TASK TO COMPLETE:
Please return all of the data exactly as written.

RECORDS SHOWN:

****************

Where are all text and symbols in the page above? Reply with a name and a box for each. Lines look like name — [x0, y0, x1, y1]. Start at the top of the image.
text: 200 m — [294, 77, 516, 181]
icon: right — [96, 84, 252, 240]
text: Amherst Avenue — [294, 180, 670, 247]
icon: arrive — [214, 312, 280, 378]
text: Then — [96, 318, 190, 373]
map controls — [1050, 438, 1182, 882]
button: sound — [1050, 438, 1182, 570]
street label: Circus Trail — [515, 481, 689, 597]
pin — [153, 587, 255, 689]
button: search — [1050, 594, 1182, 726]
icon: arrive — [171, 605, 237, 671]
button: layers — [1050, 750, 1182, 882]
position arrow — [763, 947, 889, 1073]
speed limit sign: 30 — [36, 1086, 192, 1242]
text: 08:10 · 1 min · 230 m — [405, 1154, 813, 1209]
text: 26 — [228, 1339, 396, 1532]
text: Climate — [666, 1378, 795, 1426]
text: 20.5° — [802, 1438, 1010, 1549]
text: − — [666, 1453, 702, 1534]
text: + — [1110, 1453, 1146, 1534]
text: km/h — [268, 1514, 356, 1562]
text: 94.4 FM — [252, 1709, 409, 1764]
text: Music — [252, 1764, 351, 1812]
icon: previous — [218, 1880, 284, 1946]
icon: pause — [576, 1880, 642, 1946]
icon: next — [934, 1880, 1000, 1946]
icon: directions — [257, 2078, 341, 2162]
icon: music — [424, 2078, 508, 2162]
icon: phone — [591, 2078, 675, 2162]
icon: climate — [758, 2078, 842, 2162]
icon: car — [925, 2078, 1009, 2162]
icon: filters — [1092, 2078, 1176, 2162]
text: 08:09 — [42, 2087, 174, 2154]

****************

WRITTEN ANSWER:
Where are all text and symbols in the page above? Reply with a name and a box for each. Lines look like name — [x0, y0, x1, y1]. Start at the top of the image.
text: 200 m — [294, 77, 516, 181]
icon: right — [96, 84, 252, 240]
text: Amherst Avenue — [294, 180, 670, 247]
icon: arrive — [214, 312, 280, 378]
text: Then — [96, 318, 190, 373]
map controls — [1050, 438, 1182, 882]
button: sound — [1050, 438, 1182, 570]
street label: Circus Trail — [515, 481, 689, 597]
pin — [153, 587, 255, 689]
button: search — [1050, 594, 1182, 726]
icon: arrive — [171, 605, 237, 671]
button: layers — [1050, 750, 1182, 882]
position arrow — [763, 947, 889, 1073]
speed limit sign: 30 — [36, 1086, 192, 1242]
text: 08:10 · 1 min · 230 m — [405, 1154, 813, 1209]
text: 26 — [228, 1339, 396, 1532]
text: Climate — [666, 1378, 795, 1426]
text: 20.5° — [802, 1438, 1010, 1549]
text: − — [666, 1453, 702, 1534]
text: + — [1110, 1453, 1146, 1534]
text: km/h — [268, 1514, 356, 1562]
text: 94.4 FM — [252, 1709, 409, 1764]
text: Music — [252, 1764, 351, 1812]
icon: previous — [218, 1880, 284, 1946]
icon: pause — [576, 1880, 642, 1946]
icon: next — [934, 1880, 1000, 1946]
icon: directions — [257, 2078, 341, 2162]
icon: music — [424, 2078, 508, 2162]
icon: phone — [591, 2078, 675, 2162]
icon: climate — [758, 2078, 842, 2162]
icon: car — [925, 2078, 1009, 2162]
icon: filters — [1092, 2078, 1176, 2162]
text: 08:09 — [42, 2087, 174, 2154]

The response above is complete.